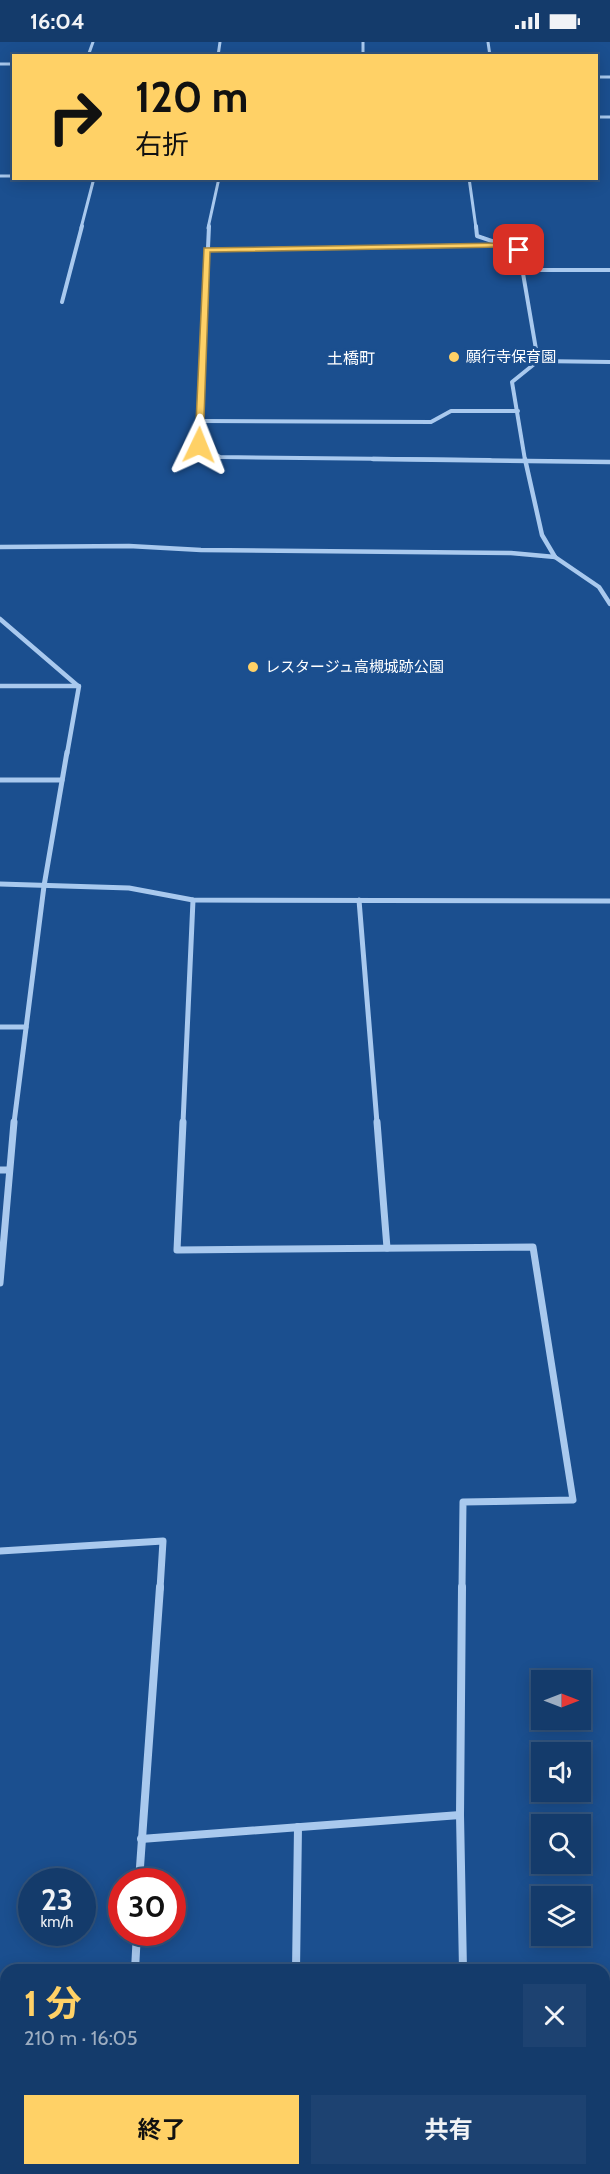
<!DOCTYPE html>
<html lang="ja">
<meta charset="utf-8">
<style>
:root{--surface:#143b6b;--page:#1d4271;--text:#f1f3f6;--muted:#9dadc1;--line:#33557e;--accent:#ffd166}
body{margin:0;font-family:Cabin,"Noto Sans JP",sans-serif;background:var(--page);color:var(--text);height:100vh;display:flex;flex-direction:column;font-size:22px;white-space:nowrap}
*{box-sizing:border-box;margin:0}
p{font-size:20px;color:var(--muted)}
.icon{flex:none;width:33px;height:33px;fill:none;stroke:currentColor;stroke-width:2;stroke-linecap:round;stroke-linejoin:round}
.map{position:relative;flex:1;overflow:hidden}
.drawer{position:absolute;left:0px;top:1922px;width:610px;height:212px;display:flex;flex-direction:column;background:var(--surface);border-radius:18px 18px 0 0;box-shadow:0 3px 15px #0003,0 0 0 2px var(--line)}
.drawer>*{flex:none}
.banner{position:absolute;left:12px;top:12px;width:586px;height:126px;border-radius:0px;box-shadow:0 3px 15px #0003,0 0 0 2px var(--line);background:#ffd166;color:#111;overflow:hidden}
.needle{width:39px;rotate:90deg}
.buttons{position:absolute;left:531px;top:1628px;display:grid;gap:12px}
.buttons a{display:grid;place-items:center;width:60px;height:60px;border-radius:0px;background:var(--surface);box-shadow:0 3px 15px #0003,0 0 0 2px var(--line);font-size:30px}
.speed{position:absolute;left:18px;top:1826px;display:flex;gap:12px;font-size:30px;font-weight:700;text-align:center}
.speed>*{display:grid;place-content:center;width:78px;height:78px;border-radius:50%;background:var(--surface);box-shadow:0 3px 15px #0003,0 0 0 2px var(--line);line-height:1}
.speed small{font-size:15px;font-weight:400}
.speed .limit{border:9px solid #d22;background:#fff;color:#111}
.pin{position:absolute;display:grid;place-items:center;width:51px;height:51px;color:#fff;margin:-26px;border-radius:12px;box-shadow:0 3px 9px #0006}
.me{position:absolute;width:66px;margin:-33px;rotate:2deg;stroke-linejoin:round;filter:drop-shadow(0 0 4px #0008)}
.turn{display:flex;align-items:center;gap:21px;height:126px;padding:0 24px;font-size:27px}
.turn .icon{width:78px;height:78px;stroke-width:2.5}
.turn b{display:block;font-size:42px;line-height:51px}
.round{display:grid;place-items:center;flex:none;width:63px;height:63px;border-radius:0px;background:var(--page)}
.headline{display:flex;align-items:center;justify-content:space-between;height:102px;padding:0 24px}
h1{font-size:36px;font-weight:700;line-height:45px;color:var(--accent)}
.action{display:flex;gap:12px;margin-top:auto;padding:12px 24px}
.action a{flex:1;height:69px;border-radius:0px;background:var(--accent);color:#111;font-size:24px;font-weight:700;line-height:69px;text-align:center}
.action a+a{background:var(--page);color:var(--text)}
.status{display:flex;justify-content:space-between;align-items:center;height:42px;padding:0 30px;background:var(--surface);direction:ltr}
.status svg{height:16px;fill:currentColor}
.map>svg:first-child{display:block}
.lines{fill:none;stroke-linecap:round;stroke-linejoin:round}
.minor-far5{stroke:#a9c9ee;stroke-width:3}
.minor-far4{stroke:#a9c9ee;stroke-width:4}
.minor-far3{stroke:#a9c9ee;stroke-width:4.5}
.minor-far2{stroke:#a9c9ee;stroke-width:5}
.minor-far1{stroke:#a9c9ee;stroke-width:7}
.minor{stroke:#a9c9ee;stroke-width:8}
.route{fill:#ffd166;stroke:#a68842;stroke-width:1.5}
.poi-dot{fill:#ffd166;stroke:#1b4f8f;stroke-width:2}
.labels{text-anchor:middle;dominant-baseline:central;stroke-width:6;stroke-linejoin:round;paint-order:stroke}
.far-poi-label{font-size:15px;fill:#fff;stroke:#1b4f8f;text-anchor:start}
.far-neighbourhood-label{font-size:16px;fill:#fff;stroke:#1b4f8f}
</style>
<div class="status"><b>16:04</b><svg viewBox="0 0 49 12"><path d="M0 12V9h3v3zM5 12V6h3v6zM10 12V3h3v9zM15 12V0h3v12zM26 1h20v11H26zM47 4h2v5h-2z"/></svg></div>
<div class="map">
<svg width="610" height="2132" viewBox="0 0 610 2132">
<rect width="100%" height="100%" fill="#1b4f8f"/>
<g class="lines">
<g class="minor-far5">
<polyline points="363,0 363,14"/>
<polyline points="488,0 490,14"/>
<polyline points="88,14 93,0"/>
<polyline points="218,14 220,0"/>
<polyline points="0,22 14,22"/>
<polyline points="597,35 610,35"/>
<polyline points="597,75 610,75"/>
<polyline points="0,134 14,134"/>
<polyline points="469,136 476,186"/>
<polyline points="81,186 94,136"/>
<polyline points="208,186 219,136"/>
</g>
<g class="minor-far4">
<polyline points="209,184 199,403 220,415 490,418"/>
<polyline points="476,184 477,194 519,208 538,319 512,340 525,418"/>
<polyline points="206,208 497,203"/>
<polyline points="522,228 610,228"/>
<polyline points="62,260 82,184"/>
<polyline points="538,319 610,320"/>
<polyline points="200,379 431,380 451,369 518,369"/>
</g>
<g class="minor-far3">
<polyline points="373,417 610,420"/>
<polyline points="525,417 542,493 555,515 599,545 610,562"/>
<polyline points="0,505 129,504 201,508 511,511 555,515"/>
<polyline points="0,577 78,644"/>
<polyline points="0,644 79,644 67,712"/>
</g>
<g class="minor-far2">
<polyline points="0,738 62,738"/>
<polyline points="0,842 129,846 193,858 610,859"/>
<polyline points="359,858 377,1081"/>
<polyline points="0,985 26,985"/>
<polyline points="14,1081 44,844 67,710"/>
<polyline points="183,1081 193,858"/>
</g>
<g class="minor-far1">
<polyline points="183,1080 177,1208 533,1205 573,1458 463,1460 462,1547"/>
<polyline points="377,1080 387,1206"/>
<polyline points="0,1128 9,1128"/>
<polyline points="0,1241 14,1080"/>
<polyline points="0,1509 163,1499 160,1547"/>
</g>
<g class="minor">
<polyline points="462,1545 460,1773 463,1928"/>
<polyline points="141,1797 460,1773"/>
<polyline points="139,1839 160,1545"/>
<polyline points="135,1928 137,1890"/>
<polyline points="296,1928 298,1785"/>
<polyline points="125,2127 125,2132"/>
<polyline points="293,2127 293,2132"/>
<polyline points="467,2127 467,2132"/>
</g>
</g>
<polygon class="route" points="503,201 522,208 519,210 503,205 210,210 203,403 199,406 195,403 204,206"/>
<g class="poi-dot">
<circle cx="454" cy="315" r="6"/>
<circle cx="253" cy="625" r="6"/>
</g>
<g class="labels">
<g class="far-poi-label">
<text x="466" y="315">願行寺保育園</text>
<text x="265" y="625">レスタージュ高槻城跡公園</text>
</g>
<g class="far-neighbourhood-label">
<text x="351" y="316">土橋町</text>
</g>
</g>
</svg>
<div class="buttons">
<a><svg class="needle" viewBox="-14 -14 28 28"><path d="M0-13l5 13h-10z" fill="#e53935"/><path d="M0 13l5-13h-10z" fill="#9dadc1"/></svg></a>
<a><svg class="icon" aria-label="sound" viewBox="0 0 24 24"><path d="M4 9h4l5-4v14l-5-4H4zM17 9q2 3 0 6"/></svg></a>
<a><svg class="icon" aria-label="search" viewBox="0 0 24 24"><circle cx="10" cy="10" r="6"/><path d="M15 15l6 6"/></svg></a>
<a><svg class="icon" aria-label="layers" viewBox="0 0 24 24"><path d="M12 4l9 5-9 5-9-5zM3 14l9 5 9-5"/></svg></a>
</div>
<div class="speed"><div>23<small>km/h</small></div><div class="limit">30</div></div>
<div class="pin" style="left:519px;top:208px;background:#d93025"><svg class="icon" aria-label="arrive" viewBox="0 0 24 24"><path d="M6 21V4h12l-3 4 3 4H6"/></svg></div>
<svg class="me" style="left:199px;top:403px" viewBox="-20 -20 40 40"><path d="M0-17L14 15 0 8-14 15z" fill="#ffd166" stroke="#fff" stroke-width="4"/></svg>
<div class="banner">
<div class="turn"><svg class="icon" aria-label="right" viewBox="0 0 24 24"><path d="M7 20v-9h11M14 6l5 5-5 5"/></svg><div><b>120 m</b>右折</div></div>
</div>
<section class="drawer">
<div class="headline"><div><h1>1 分</h1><p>210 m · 16:05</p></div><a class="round"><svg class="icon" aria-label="close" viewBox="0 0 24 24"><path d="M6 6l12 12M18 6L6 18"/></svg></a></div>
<div class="action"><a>終了</a><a>共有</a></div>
</section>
</div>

§ **TASK STATEMENT**: This task calls for each line of the material that contains "hidden".

§ **WRITTEN ANSWER**:
.map{position:relative;flex:1;overflow:hidden}
.banner{position:absolute;left:12px;top:12px;width:586px;height:126px;border-radius:0px;box-shadow:0 3px 15px #0003,0 0 0 2px var(--line);background:#ffd166;color:#111;overflow:hidden}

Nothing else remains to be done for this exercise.